One day passed. And then the next, and the next, until it's been one week since the breakup. Every day was worse and more challenging than the day before. The giant hole in my heart grew with every passing second, and I longed for nothing more but to be with Jenna again. To fall asleep next to her, hold her close, and love on her like it's what I was created for - and have her do the same. To get back the bubble of love that surrounded the two of us, protecting each other from every hardship that came our way.

Because everything was manageable as long as I was with her. I'm almost in physical pain because of how much I missed her. She hasn't reached out to me, and neither have I. It's not like I didn't want to, but the thought she hurt me so badly without even realizing what she did was wrong stopped me. I wasn't going to make any of this easy on her. Not out of spite or anger - but because she needs to realize her mistake and acknowledge how she pushed me away even though I would have done anything to make the Emma-thing work for her, for us.

I get that it's hard for her to have the feelings she does, I really do, but just like I told her - it's something we could have handled together.

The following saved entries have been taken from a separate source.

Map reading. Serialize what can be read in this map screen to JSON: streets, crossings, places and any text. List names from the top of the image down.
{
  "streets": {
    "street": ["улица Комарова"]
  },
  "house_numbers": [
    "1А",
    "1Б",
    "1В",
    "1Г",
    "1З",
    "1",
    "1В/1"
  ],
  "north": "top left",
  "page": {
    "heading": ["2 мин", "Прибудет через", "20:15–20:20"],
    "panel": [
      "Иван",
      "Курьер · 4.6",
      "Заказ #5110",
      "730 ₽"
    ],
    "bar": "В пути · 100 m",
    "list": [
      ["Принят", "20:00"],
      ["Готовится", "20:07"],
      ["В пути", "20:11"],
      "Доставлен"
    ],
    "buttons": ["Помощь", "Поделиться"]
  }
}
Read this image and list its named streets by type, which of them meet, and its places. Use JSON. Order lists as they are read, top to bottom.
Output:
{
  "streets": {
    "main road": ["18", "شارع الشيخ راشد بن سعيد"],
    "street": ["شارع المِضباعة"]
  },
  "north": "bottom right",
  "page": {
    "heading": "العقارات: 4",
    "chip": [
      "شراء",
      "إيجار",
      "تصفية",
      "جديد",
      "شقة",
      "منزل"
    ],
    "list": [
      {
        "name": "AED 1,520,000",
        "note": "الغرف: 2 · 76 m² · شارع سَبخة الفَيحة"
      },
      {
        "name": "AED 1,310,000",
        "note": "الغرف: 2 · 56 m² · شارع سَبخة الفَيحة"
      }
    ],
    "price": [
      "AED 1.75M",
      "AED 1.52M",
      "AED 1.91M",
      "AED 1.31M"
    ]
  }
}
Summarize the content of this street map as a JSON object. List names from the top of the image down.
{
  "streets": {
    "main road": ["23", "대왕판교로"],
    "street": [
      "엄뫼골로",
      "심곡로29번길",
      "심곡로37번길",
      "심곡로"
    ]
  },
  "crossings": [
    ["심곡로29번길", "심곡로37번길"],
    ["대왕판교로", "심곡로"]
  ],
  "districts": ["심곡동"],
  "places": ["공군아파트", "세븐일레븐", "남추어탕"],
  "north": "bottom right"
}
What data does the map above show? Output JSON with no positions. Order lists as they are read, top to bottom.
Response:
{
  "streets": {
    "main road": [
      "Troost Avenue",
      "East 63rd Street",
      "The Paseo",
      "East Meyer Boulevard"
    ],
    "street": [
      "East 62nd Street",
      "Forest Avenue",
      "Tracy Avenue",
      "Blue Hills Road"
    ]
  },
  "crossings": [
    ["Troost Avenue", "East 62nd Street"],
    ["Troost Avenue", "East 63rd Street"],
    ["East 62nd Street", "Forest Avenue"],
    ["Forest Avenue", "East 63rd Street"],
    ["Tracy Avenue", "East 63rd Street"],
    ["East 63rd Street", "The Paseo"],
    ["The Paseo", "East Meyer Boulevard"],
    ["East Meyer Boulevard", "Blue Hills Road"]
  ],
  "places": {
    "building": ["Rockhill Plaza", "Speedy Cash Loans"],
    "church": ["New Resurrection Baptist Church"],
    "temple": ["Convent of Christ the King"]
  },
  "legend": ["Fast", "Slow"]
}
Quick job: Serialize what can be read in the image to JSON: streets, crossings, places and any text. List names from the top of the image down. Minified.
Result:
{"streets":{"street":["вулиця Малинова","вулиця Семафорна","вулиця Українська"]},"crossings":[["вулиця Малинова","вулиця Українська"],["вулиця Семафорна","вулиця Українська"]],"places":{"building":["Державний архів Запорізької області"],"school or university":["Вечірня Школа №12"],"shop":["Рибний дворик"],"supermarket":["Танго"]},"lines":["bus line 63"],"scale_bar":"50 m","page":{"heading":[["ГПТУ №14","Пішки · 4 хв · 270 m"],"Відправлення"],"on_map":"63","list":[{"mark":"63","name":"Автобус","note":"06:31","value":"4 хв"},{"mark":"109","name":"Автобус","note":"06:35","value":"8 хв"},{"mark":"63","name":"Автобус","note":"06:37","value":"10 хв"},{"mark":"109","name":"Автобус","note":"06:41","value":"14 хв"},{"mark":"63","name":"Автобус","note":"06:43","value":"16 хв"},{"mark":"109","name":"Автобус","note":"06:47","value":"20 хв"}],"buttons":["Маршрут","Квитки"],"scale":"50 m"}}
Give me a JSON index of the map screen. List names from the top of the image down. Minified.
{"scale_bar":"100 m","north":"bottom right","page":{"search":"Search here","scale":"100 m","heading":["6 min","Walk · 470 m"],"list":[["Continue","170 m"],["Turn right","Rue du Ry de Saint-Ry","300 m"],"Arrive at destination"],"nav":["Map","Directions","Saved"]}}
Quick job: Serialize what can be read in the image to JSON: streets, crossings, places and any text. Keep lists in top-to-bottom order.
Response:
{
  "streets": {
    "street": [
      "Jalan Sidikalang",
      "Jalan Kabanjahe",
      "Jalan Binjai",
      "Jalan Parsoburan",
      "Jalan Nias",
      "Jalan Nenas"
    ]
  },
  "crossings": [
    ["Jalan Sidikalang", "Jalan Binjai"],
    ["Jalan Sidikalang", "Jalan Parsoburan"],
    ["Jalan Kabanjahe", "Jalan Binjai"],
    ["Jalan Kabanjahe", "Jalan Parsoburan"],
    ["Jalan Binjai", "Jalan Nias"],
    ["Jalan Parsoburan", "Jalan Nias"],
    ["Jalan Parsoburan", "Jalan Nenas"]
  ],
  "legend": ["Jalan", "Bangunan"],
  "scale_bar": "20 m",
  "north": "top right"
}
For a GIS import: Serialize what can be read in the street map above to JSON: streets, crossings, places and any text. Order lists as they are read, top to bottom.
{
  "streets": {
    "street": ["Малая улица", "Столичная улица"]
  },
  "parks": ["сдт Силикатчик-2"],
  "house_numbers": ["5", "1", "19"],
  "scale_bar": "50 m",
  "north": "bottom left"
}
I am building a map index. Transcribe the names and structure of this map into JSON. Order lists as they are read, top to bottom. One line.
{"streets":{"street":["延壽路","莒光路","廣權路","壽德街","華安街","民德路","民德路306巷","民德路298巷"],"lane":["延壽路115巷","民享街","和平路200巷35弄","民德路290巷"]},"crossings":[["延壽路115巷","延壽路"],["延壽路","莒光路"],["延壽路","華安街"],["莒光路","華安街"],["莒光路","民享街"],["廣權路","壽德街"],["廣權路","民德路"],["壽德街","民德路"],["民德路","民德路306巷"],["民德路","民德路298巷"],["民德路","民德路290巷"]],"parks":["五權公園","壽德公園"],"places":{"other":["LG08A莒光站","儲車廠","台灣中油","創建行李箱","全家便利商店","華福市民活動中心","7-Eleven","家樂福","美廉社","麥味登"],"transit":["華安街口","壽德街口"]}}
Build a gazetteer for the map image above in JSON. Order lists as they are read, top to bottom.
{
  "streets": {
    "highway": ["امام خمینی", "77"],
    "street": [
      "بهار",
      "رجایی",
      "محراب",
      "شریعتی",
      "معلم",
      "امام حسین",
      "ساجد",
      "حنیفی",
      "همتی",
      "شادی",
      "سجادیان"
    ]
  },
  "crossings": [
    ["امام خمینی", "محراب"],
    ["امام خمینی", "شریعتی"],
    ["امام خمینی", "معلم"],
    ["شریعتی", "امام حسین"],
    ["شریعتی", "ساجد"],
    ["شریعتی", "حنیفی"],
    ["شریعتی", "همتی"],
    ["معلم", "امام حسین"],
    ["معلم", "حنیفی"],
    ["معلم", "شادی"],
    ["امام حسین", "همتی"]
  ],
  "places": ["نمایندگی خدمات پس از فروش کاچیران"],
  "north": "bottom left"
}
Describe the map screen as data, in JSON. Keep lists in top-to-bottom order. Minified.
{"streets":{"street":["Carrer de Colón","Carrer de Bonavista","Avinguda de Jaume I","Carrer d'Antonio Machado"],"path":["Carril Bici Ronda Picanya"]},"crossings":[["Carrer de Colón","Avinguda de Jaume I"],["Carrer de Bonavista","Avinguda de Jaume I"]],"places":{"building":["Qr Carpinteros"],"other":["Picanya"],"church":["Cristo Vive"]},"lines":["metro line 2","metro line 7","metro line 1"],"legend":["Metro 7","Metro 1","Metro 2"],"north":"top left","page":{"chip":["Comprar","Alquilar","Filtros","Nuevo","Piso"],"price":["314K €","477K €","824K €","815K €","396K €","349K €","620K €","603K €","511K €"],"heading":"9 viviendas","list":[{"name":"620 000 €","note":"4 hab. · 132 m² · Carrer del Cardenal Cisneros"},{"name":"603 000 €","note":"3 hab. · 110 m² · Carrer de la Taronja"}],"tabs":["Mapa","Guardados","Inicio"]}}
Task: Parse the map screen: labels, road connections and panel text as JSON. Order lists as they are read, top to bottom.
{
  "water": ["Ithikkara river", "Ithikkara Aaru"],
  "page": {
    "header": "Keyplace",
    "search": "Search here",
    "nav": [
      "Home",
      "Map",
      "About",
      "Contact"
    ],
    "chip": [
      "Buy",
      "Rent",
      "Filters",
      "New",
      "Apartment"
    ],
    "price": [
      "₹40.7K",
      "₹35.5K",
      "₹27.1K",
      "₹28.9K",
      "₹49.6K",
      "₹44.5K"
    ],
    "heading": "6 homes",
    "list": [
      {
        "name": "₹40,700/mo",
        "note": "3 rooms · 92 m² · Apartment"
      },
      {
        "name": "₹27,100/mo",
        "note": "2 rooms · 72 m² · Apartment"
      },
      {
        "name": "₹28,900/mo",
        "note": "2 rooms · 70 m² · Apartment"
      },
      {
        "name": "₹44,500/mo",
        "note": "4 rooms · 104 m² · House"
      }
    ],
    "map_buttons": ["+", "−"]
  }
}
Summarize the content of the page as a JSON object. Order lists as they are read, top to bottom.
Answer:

In my mind, that's not a reason to break up.

Today would be my first day of work. They had delayed the start due to the incident, but couldn't push it further than this because of the contracts. Also, they had to write Xavier out of the script since Percy was still, well deserved, rotting away in a prison cell until he would be brought to the US for the trial.
I hope he will get put away for life for what he did to Jenna. Even with my newly found negative feelings for her - or more for how and why she broke up with me - I love her and want him never to be able to hurt her again.

Like in slow motion, I start to get ready for the day ahead. The thought of having to face Jenna made me horridly nervous. I was scared I couldn't contain my emotions, and I would have to quit this job to avoid her. Yes, it was an incredible opportunity, but I'm well aware of how unstable my mental health still is, and I will do everything not to fall back into a deep black hole again. Well... I was already a foot deep in said hole, but until now, I could at least pretend that this situation wasn't really happening. That Jenna was just away for a job, and once she came back, everything would be great and beautiful like before. But once I would see her on set, I couldn't promise not to break down crying in front of everyone.

I brush my teeth and then step under the shower to freshen up as much as possible. The last few days had me looking like a dead man walking, and that wasn't the first impression I wanted to give everyone. I put on black cargo jeans and an oversized hoodie, then stuff my bag with deodorant, a hairbrush, and my camera. And cigarettes, I'll need lots of those today. Without hesitation, I leave my apartment and head to set - because if I started to contemplate it, I sure as hell wouldn't be able to go.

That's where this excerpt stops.